Hmm, Which Nano Option to Buy?
You’d love to try options but have no clue how to figure out why prices vary so much. And how to even pick a contract, much less the right strike price for my investment strategy?” Well, read on friend, soon you’ll know which option is best for you (and you can stop those contemplative chin-scratches).Read More
Nice, you’re reading an article about trading options. But maybe you’re like, “Well yeah, I’d love to try options, but I have no clue how to figure out why prices vary so much. And how would I even pick a contract, much less the right strike price for my investment strategy?”
Well, read on friend, soon you’ll know which option is best for you (and you can stop those contemplative chin-scratches). For now, let's focus on buying options.
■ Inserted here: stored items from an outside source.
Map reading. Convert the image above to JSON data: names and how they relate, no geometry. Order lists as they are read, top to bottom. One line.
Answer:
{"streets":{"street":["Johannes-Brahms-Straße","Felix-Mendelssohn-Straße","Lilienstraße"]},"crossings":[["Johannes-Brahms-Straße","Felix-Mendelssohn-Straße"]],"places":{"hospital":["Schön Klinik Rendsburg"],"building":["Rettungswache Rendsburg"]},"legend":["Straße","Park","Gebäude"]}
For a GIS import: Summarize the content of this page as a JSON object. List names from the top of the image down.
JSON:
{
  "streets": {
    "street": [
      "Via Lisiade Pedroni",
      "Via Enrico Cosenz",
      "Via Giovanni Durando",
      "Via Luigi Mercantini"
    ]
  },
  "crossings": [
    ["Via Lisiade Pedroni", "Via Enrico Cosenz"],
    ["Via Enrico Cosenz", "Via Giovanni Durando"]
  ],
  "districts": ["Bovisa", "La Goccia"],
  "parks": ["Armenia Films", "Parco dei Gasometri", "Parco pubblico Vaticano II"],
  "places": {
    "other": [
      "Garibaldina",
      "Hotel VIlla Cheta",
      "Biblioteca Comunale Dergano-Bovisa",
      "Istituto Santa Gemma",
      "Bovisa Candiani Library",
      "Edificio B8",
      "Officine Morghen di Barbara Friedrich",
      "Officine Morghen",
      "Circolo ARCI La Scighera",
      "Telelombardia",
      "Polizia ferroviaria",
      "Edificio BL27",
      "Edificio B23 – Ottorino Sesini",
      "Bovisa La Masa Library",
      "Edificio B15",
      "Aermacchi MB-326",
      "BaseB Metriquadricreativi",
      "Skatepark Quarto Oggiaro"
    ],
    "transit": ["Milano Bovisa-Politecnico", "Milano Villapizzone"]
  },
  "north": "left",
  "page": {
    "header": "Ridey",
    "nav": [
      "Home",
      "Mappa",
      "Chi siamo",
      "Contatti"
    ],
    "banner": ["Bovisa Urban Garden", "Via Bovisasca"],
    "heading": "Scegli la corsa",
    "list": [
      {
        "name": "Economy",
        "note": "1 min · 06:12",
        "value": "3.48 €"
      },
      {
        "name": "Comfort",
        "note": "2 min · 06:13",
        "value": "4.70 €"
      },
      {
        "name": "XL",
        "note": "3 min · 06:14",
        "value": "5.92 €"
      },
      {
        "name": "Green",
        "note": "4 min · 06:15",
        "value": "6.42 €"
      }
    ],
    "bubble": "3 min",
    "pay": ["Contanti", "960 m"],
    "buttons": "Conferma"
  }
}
We'll tackle selling 'em in a future article.
First let’s get all Sherlock and investigate the direction of the market move you’re interested in — basically, deciding between a call and a put option. Generally, calls are for markets that’re going up, puts are for markets heading down. Maybe you can remember it like — a call is a "coupon before it goes up" and a put is "protection before it goes down."
Next, we’ll check out what we call your “investment horizon.”
Has a nice ring to it, eh? The biggest question you ought to be asking is, “How far away is the catalyst that’s going to impact the market?” There are a few answers, depending on what catalyst you’re dealing with, like:
Is it an economic number release (earnings reports, etc.)?
- Something in the news you’re following?
- Other market swings you wanna trade against?
- A cataclysmic, world-changing-mega-Sharknado type event?
Let’s take a lil’ peek at an example to make it more real life.
The market is down significantly. You think it will recover over the next 3 days. So, you look to buy an option expiring in 3 days — because a shorter date wouldn’t give you enough time for the market move you’re expecting. A longer-dated option would contain your time horizon, but you’d probably pay a higher price for an option with the same strike price.
Taking all this into account, if the market moves in the direction you positioned for sooner than expected, don’t worry about waiting for expiration. You can take advantage of the situation by selling the option and getting those gains, as the price of that option would likely have increased.
Okay, now let’s talk about how much premium you want to invest and what payoff potential you want to see if: 1. The market moves exactly as you expected, 2. Does not move at all, or 3. Moves the opposite direction of what you expected
Here’s a real important question for ya — how confident are you in your view of the upcoming market movement? This helps determine the strike price you choose and the amount you pay for it being in-the-money (moves the opposite way), at-the-money (no movement) or out-of-the-money (moves as expected).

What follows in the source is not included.